Exercise description:
All of the entries are to be written out again verbatim.

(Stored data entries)
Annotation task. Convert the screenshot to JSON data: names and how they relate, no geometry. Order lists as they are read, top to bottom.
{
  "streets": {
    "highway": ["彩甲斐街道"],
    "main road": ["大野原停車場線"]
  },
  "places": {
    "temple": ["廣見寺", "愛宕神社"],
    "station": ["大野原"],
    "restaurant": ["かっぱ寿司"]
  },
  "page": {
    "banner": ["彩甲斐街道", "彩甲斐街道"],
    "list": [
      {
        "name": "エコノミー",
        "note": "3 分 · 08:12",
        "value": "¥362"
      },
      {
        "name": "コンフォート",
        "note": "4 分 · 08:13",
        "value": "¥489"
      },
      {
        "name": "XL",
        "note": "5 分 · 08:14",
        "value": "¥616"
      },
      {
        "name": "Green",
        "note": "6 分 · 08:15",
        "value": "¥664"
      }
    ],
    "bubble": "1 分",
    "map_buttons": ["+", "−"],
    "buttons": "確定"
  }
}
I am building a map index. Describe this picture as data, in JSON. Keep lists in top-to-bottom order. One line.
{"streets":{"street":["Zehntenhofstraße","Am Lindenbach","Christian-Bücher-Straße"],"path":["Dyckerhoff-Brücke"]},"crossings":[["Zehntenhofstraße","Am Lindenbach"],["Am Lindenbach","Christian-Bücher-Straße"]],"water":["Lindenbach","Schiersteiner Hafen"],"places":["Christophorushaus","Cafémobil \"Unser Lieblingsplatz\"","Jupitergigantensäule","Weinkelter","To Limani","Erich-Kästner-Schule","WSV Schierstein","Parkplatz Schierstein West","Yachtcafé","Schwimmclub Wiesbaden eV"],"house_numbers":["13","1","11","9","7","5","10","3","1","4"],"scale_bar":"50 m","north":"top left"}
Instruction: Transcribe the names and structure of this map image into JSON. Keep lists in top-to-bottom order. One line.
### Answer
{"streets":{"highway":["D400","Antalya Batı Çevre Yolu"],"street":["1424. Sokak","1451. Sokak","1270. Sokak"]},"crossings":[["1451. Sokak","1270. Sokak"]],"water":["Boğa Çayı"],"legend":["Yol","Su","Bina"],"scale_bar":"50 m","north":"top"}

Your response:
Annotation task. Convert the screenshot to JSON data: names and how they relate, no geometry. Order lists as they are read, top to bottom.
{
  "streets": {
    "highway": ["彩甲斐街道"],
    "main road": ["大野原停車場線"]
  },
  "places": {
    "temple": ["廣見寺", "愛宕神社"],
    "station": ["大野原"],
    "restaurant": ["かっぱ寿司"]
  },
  "page": {
    "banner": ["彩甲斐街道", "彩甲斐街道"],
    "list": [
      {
        "name": "エコノミー",
        "note": "3 分 · 08:12",
        "value": "¥362"
      },
      {
        "name": "コンフォート",
        "note": "4 分 · 08:13",
        "value": "¥489"
      },
      {
        "name": "XL",
        "note": "5 分 · 08:14",
        "value": "¥616"
      },
      {
        "name": "Green",
        "note": "6 分 · 08:15",
        "value": "¥664"
      }
    ],
    "bubble": "1 分",
    "map_buttons": ["+", "−"],
    "buttons": "確定"
  }
}
I am building a map index. Describe this picture as data, in JSON. Keep lists in top-to-bottom order. One line.
{"streets":{"street":["Zehntenhofstraße","Am Lindenbach","Christian-Bücher-Straße"],"path":["Dyckerhoff-Brücke"]},"crossings":[["Zehntenhofstraße","Am Lindenbach"],["Am Lindenbach","Christian-Bücher-Straße"]],"water":["Lindenbach","Schiersteiner Hafen"],"places":["Christophorushaus","Cafémobil \"Unser Lieblingsplatz\"","Jupitergigantensäule","Weinkelter","To Limani","Erich-Kästner-Schule","WSV Schierstein","Parkplatz Schierstein West","Yachtcafé","Schwimmclub Wiesbaden eV"],"house_numbers":["13","1","11","9","7","5","10","3","1","4"],"scale_bar":"50 m","north":"top left"}
Instruction: Transcribe the names and structure of this map image into JSON. Keep lists in top-to-bottom order. One line.
### Answer
{"streets":{"highway":["D400","Antalya Batı Çevre Yolu"],"street":["1424. Sokak","1451. Sokak","1270. Sokak"]},"crossings":[["1451. Sokak","1270. Sokak"]],"water":["Boğa Çayı"],"legend":["Yol","Su","Bina"],"scale_bar":"50 m","north":"top"}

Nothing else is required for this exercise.